╭──
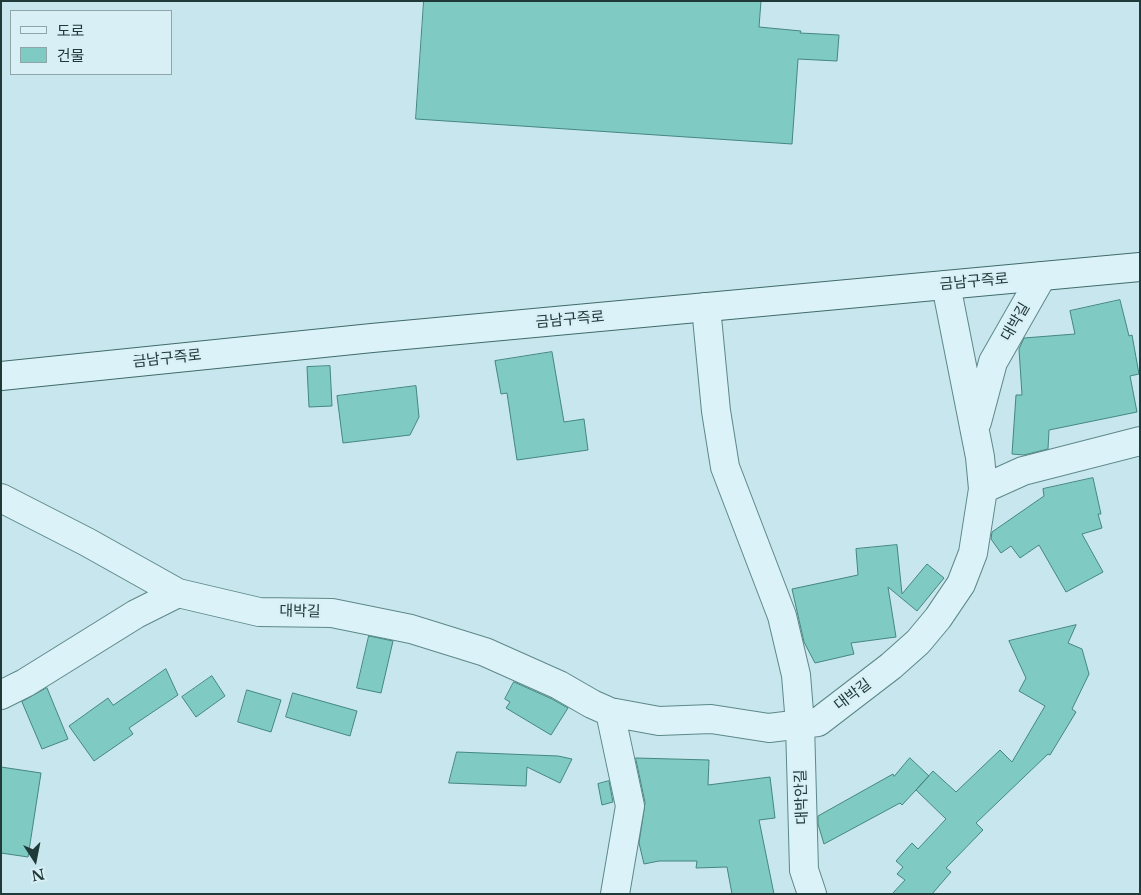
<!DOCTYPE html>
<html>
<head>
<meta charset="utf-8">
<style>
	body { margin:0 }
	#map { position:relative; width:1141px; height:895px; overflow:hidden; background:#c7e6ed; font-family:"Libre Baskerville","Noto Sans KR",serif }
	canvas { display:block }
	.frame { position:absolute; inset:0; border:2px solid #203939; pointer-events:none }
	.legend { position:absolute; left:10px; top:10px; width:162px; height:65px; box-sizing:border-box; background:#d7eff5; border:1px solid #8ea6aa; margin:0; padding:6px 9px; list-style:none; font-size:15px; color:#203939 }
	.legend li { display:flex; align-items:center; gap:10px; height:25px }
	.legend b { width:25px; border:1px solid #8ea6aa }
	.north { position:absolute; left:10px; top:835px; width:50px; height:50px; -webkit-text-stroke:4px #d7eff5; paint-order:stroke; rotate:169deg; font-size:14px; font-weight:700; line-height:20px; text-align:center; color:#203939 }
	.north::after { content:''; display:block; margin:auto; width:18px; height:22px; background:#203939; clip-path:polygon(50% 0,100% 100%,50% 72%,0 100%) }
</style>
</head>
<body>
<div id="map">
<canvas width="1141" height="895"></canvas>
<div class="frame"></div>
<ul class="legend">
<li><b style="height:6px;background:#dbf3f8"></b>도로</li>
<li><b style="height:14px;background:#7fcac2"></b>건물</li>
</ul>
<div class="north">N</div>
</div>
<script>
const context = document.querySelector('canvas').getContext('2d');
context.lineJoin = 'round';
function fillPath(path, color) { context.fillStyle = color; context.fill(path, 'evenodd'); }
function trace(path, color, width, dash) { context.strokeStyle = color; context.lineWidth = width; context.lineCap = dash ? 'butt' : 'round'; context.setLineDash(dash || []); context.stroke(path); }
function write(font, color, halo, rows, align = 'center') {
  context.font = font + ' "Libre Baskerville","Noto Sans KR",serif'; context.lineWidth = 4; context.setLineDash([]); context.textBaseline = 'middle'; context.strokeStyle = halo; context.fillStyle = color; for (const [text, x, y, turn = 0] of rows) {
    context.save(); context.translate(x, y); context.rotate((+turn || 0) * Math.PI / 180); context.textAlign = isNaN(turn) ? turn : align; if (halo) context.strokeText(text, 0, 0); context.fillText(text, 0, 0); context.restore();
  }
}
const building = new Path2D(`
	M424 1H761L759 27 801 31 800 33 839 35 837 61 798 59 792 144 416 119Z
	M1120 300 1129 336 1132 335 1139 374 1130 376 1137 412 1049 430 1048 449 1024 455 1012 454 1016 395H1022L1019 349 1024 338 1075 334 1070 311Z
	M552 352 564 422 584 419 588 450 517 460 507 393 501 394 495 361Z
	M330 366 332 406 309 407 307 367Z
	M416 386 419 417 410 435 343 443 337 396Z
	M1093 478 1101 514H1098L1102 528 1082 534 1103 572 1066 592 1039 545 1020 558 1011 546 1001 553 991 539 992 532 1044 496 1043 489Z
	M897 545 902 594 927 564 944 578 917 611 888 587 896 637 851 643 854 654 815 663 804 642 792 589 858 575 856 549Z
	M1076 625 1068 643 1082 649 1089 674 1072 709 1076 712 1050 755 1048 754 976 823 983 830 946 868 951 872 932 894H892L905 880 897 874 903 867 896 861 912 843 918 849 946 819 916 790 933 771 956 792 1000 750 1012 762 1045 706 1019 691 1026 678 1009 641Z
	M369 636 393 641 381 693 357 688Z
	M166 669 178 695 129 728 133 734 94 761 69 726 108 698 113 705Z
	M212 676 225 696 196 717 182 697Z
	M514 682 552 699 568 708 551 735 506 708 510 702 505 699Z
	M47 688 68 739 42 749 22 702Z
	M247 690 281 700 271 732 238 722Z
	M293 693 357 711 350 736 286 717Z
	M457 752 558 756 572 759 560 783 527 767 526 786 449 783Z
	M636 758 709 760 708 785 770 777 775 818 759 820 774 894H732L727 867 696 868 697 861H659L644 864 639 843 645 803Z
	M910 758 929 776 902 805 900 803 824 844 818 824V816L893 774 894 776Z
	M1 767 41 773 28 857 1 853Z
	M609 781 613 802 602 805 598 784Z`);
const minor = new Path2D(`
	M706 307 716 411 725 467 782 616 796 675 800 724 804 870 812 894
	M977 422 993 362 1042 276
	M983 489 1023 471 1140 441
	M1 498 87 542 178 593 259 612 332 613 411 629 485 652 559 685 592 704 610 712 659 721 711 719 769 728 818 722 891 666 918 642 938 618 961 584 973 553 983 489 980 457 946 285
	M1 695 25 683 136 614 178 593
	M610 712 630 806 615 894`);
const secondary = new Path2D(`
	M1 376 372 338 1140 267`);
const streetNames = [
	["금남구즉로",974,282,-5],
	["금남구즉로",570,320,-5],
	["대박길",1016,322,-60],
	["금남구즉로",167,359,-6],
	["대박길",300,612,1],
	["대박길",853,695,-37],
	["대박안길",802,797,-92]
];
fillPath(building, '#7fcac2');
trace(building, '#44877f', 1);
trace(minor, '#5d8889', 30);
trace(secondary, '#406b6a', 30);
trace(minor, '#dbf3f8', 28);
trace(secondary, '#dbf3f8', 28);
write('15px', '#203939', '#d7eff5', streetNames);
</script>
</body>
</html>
╰──
╭──
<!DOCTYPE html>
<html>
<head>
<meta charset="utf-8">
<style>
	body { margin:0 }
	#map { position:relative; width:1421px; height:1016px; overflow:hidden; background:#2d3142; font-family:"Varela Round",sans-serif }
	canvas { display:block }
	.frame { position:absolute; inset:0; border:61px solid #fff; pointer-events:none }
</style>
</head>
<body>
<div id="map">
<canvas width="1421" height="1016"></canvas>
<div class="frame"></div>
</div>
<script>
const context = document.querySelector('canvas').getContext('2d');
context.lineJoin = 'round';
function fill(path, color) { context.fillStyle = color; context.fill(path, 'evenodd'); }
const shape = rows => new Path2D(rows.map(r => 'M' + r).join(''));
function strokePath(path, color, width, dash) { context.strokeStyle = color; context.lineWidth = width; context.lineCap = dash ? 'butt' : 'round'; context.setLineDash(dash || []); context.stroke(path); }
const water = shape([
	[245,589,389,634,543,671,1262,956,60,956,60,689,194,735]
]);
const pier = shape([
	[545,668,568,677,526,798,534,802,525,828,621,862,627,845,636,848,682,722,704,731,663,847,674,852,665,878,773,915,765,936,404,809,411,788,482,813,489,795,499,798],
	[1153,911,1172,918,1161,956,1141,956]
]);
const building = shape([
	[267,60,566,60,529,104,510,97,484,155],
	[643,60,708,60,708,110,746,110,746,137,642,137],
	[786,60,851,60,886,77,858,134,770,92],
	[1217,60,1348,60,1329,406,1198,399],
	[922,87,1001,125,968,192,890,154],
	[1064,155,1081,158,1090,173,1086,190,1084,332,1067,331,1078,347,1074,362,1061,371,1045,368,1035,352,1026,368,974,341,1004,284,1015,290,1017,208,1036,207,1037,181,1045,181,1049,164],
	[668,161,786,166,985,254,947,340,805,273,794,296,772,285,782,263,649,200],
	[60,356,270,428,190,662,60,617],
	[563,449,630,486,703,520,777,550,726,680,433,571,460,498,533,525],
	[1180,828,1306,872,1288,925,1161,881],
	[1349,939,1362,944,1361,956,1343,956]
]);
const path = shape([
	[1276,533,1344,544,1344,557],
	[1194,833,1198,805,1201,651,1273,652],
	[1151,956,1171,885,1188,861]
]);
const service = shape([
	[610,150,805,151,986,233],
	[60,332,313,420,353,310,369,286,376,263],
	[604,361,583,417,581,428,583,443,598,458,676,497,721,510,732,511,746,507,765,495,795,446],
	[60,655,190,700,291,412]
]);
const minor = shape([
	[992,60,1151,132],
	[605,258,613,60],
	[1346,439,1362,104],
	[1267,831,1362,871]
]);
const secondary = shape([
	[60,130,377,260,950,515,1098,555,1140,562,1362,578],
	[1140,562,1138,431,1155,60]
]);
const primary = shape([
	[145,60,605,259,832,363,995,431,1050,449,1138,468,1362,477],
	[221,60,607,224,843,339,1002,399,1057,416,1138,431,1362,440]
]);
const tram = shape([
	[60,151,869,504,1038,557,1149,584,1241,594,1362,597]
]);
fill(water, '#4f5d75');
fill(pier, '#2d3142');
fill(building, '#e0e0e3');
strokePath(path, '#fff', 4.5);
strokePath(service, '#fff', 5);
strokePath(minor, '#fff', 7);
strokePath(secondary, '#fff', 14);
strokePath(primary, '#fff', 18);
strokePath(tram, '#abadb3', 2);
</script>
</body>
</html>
╰──
ACTIVITY — Report all lines of the data that include the word "fillStyle".

TASK SOLUTION —
function fillPath(path, color) { context.fillStyle = color; context.fill(path, 'evenodd'); }
  context.font = font + ' "Libre Baskerville","Noto Sans KR",serif'; context.lineWidth = 4; context.setLineDash([]); context.textBaseline = 'middle'; context.strokeStyle = halo; context.fillStyle = color; for (const [text, x, y, turn = 0] of rows) {
function fill(path, color) { context.fillStyle = color; context.fill(path, 'evenodd'); }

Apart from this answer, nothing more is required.